The followers of Generation Squeeze would benefit from fewer participation trophies and more survival of the fittest mentality. It is valuable to know when and where, and how to be ruthless.
Has life never been harder?
No, the opposite.
But if you think I’m wrong, let me know in the comments.
That’s all for today. Have an epic Sunday,
Jay
This essay deserves to be widely shared- it is well written and on point. Perhaps our biggest problem as a society is the ease of donning the mantle of victimhood.

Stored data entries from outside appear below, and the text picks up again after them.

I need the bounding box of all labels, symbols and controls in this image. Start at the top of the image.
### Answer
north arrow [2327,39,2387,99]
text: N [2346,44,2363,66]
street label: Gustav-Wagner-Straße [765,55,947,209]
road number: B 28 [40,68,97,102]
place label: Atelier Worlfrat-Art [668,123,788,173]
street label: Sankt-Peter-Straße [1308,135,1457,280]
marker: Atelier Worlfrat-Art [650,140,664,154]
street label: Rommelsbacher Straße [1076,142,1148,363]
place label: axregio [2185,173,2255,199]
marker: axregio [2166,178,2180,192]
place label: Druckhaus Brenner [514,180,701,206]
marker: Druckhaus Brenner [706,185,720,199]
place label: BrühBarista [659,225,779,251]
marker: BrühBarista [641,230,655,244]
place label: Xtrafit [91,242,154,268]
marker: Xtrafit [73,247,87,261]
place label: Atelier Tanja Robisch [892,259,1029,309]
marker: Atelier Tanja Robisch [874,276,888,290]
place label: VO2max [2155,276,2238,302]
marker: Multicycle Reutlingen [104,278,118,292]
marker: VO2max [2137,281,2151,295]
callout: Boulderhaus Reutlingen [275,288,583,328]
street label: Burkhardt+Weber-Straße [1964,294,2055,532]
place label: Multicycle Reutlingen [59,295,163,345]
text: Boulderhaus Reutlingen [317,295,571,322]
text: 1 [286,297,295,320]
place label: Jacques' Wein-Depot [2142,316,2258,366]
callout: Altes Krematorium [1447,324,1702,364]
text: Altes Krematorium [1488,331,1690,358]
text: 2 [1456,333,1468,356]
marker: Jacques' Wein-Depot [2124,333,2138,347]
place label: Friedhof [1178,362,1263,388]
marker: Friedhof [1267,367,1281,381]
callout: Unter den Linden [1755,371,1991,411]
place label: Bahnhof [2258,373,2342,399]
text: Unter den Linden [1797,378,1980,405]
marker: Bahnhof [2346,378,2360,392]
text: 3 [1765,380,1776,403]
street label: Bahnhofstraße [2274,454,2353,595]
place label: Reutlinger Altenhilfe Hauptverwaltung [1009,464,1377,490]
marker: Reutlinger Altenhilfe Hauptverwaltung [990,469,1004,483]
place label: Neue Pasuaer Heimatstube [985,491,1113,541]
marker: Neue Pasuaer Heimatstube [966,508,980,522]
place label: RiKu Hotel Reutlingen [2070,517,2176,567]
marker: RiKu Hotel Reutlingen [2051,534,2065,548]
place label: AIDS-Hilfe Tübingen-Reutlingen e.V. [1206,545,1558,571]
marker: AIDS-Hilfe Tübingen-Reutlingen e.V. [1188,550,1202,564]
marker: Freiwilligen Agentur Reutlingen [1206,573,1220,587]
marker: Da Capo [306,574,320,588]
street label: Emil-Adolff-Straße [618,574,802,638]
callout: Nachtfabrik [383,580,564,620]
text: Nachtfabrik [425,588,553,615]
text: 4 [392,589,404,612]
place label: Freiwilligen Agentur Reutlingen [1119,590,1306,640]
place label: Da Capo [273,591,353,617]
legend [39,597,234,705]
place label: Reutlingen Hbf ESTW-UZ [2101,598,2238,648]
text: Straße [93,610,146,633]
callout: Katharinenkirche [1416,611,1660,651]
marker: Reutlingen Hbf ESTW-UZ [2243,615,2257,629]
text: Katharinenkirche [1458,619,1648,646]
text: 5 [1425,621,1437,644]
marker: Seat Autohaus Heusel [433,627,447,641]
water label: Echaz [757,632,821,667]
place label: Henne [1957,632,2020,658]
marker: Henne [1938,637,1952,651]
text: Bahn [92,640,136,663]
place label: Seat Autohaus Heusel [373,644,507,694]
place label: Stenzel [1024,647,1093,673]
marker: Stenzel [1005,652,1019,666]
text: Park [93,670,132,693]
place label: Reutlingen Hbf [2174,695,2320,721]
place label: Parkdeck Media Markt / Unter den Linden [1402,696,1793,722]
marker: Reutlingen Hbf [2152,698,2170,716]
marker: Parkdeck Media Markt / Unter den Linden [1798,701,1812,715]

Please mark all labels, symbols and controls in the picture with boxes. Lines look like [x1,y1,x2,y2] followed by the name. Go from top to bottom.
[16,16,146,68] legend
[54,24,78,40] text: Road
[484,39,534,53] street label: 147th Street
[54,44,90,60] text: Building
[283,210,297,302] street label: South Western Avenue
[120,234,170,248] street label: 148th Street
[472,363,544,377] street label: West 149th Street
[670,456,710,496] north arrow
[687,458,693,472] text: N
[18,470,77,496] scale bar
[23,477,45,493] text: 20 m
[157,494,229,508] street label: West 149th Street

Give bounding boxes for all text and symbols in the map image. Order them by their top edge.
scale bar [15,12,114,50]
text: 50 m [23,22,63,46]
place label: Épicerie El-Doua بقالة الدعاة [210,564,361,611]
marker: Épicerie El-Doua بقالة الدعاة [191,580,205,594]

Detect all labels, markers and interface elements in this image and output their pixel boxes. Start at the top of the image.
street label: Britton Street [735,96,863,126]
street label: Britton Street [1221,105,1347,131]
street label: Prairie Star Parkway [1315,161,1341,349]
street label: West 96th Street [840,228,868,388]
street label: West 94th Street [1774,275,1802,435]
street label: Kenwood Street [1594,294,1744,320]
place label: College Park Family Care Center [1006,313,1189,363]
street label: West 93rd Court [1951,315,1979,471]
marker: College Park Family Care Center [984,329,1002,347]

N.IRELAND (UK) -- My great grand parents lived in Belfast workers house. 2 bedroom no bathroom etc. He worked at Harland and Wolff (where Titanic was built). They had 6 children and one on the way when he was killed in an explosion. His wife died a year after her last baby was born. My grandmother, the eldest raised her siblings. After years of belonging to the church, she asked for help. They insisted that she tell her story and plead every week. Instead she made boiled sweets, sold shoelaces and SAVED. As each male sibling reached 14 years old, she bought a ticket to Canada hoping her brothers would avail of the land on offer. After all the children were raised and gone or married, she married a WW1 veteran and 9 children, some died, my own mother was her youngest. My mother married a very anti social off grid man - we grew up like our grandparents. 5 daughters of which I am the youngest (57). We worked hard from when we could walk and carry. I was growing potatoes and looking after chickens. this was in the 1970's! One thing I knew. I NEEDED a good education. So despite the odds (coming from a single classroom school with dry bucket toilet) I made it to a top school were I excelled - I got paid work from 14 years old and never stopped saving and educating myself. My nature is risk off, yet I studied BTC and ICO's and made some money years ago. I broke the chain of poverty and my only child now 23 is leaving to work in a prestigious job in Rome after attaining her degree in Mandarin, Japanese and French. I admit I influenced her somewhat in learning Mandarin (and living in Taipei) - I felt it was a good skill going forward into 21st century. She too worked from she was 14 years old. She saved in silver and sovereigns. She understands (at 23) that she must work at living through these inflationary times with caution. I always help - but only when she meets me halfway. so - 5 generations from Ireland - all hard working people - wanting their children to do better than themselves.